(509a) Online Monitoring and Robust, Reliable Fault Detection and Diagnosis of Chemical Process Systems | AIChE

(509a) Online Monitoring and Robust, Reliable Fault Detection and Diagnosis of Chemical Process Systems

Authors 

Miraliakbar, A. - Presenter, Oklahoma State University
Jiang, Z., Corteva Agriscience
Nowadays, large amounts of data are continuously collected by sensors and monitored in chemical plants. Despite having access to large volumes of historical and online sensor data, industrial practitioners still face several challenges in effectively utilizing them to perform process monitoring and fault detection, because: 1) fault scenarios in chemical processes are naturally complex and cannot be exhaustively enumerated or predicted, 2) sensor measurements continuously produce massive arrays of high-dimensional big data streams that are often nonparametric and heterogeneous, and 3) the strict environmental, health, and safety requirements established in the facilities demand uncompromisingly high reliability and accuracy of any process monitoring and fault detection tool.
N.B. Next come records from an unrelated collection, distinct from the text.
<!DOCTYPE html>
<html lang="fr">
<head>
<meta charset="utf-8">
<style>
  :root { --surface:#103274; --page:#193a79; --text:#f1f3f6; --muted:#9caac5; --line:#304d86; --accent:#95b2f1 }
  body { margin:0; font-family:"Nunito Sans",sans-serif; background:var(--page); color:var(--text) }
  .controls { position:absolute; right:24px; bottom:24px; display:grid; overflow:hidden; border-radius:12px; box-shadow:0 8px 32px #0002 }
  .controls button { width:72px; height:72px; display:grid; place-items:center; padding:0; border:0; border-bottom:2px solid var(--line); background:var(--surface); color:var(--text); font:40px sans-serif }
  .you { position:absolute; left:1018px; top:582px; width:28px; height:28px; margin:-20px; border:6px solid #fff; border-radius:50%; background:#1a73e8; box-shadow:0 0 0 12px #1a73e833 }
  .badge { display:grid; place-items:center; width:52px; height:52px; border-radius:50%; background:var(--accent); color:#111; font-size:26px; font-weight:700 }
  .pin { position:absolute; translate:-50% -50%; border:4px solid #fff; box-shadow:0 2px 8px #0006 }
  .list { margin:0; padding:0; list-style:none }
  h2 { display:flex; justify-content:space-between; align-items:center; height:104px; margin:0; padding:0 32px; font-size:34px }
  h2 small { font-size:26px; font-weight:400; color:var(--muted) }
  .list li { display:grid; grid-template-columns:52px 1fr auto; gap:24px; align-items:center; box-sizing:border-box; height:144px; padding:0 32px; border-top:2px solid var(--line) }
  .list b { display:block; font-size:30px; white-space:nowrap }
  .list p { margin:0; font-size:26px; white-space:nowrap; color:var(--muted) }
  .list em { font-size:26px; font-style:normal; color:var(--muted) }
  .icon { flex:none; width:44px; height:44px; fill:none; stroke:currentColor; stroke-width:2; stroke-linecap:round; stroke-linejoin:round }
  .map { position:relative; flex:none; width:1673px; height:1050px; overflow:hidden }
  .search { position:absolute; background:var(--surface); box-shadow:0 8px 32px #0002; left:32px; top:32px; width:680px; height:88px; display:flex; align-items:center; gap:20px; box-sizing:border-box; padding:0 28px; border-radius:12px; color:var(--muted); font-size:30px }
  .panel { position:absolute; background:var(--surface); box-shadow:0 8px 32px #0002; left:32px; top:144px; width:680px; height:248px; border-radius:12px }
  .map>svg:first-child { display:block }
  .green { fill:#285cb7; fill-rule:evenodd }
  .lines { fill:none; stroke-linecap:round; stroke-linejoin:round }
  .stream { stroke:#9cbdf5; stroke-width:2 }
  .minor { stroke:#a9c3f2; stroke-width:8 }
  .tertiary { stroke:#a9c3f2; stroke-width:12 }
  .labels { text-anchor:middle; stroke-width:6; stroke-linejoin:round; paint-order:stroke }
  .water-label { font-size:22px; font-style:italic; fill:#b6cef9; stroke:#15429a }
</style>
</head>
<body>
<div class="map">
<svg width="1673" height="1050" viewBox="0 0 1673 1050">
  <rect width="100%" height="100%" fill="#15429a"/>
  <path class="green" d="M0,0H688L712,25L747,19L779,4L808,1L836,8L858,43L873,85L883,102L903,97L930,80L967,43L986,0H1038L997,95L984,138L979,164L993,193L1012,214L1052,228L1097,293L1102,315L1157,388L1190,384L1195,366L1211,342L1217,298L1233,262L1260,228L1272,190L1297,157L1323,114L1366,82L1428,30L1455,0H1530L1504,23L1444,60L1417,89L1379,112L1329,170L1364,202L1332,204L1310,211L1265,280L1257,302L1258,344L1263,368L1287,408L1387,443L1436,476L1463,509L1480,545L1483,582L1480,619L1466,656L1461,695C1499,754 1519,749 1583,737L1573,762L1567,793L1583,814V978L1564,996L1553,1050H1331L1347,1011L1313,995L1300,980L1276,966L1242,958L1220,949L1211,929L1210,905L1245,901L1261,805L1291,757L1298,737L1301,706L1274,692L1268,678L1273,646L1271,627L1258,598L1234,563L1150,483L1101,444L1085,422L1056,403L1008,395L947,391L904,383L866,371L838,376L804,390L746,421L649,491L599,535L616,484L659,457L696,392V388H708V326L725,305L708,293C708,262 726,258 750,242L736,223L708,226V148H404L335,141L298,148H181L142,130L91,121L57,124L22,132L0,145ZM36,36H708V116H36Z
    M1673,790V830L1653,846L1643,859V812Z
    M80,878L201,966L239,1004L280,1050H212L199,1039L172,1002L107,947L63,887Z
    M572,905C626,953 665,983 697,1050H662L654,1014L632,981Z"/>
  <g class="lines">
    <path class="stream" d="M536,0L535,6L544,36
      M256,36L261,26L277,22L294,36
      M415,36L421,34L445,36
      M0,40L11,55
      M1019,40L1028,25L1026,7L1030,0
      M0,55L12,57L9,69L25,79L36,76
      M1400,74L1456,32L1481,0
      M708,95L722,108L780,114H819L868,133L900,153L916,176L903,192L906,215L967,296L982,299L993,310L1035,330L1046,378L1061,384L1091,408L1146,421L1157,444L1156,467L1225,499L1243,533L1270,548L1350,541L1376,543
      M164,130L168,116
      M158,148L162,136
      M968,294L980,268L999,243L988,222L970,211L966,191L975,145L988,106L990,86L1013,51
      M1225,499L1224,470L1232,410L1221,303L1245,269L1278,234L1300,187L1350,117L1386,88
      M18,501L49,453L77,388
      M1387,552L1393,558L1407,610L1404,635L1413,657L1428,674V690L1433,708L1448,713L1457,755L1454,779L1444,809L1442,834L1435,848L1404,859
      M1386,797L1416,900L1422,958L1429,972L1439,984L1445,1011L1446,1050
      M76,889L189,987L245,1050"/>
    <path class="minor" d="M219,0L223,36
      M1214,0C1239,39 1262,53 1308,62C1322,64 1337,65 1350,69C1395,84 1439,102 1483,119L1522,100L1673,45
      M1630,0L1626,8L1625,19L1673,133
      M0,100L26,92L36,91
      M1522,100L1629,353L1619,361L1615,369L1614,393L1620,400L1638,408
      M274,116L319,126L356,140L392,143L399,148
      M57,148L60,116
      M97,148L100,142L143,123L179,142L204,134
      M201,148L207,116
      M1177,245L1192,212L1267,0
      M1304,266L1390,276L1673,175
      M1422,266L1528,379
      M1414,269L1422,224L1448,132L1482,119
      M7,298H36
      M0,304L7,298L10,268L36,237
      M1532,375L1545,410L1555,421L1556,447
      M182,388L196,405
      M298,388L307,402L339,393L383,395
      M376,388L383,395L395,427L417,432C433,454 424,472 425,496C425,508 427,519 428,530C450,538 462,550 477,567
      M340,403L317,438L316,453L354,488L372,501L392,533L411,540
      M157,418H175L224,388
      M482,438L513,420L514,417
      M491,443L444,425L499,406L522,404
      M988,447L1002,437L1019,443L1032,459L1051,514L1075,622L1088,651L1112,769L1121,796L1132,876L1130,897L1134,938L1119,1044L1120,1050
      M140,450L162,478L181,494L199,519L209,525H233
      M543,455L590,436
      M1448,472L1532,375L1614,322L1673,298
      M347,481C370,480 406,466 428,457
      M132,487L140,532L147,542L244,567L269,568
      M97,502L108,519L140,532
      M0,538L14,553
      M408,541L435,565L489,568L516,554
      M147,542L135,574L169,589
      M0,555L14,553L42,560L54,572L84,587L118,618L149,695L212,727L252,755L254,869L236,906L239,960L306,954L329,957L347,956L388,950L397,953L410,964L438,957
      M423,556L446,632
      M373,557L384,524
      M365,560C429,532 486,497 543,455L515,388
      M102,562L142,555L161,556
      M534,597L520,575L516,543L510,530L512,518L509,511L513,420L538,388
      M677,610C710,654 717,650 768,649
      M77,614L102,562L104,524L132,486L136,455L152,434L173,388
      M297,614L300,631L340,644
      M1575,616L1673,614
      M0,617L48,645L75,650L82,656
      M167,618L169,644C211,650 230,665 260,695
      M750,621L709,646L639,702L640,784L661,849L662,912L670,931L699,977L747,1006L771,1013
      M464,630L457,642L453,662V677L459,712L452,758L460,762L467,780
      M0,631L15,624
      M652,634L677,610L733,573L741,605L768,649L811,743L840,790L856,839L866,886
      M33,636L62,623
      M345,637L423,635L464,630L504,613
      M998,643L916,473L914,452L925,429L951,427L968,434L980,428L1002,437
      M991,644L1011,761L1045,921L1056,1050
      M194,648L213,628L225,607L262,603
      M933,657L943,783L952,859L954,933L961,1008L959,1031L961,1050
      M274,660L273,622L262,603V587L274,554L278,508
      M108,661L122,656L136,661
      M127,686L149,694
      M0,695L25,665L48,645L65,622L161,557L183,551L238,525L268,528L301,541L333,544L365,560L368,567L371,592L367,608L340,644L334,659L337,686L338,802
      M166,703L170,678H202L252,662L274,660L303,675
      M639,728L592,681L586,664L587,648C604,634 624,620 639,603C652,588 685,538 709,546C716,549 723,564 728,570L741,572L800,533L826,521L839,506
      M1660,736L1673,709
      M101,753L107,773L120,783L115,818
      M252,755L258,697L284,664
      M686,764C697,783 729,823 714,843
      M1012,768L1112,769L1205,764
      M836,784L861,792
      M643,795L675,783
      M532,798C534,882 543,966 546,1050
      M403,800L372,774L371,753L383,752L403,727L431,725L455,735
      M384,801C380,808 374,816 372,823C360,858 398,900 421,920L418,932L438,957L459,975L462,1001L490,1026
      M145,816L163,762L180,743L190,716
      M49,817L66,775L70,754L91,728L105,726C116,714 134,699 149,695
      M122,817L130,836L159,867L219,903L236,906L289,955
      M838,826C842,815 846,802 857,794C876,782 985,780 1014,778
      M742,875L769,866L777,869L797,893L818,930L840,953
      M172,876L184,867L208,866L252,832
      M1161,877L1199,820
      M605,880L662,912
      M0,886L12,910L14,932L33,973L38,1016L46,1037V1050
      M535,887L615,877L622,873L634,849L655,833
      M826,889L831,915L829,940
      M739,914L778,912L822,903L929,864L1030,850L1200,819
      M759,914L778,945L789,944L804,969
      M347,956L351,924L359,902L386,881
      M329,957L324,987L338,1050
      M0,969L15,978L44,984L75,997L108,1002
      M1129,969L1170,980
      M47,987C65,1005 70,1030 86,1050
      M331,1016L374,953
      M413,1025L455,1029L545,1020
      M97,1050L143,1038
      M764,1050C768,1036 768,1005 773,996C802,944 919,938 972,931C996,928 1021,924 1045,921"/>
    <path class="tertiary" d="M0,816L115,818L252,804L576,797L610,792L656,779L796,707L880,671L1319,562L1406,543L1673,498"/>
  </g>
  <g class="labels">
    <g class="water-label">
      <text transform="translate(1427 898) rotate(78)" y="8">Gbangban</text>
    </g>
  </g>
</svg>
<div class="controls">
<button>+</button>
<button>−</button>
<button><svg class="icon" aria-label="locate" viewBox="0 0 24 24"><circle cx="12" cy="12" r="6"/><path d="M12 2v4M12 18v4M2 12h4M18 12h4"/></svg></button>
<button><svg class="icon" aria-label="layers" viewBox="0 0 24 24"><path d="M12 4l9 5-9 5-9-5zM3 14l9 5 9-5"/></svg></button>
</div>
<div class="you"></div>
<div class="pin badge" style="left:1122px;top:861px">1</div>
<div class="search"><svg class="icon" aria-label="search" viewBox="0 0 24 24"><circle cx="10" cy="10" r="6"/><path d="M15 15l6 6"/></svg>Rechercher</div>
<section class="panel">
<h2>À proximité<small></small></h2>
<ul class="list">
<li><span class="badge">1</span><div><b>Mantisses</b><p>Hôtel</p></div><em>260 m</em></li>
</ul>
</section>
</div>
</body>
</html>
To address these challenges, in this talk, we present a robust and reliable chemical process monitoring framework based on statistical process control (SPC) that can monitor nonparametric and heterogeneous high-dimensional data streams and detect process anomalies as early as possible while maintaining a pre-specified in-control average run length.

In addition, we present a novel integrated process monitoring and fault diagnosis framework that adopts the SPC algorithm for quick and reliable fault detection, as well as Principal Geodesic Analysis (PGA) for accurate fault diagnosis [1]. Thus, this integrated framework overcomes the drawbacks of conventional dimensionality reduction-based process monitoring techniques and achieves superior performance in the benchmark case study of the Tennessee Eastman Process (TEP). We also compare different choices of distance measures on the fault classification accuracy in the case study, such as Euclidian, Manhattan, Mahalanobis, and Cosine distance measures. We find that the cosine distance gives the highest classification accuracy among all candidates. These results and findings further improve the performance of our integrated framework.

References

[1] A. Smith, B. Laubach, I. Castillo, V.M. Zavala, 2022, Data analysis using Riemannian geometry and applications to chemical engineering, Computers & Chemical Engineering, 168, 108023.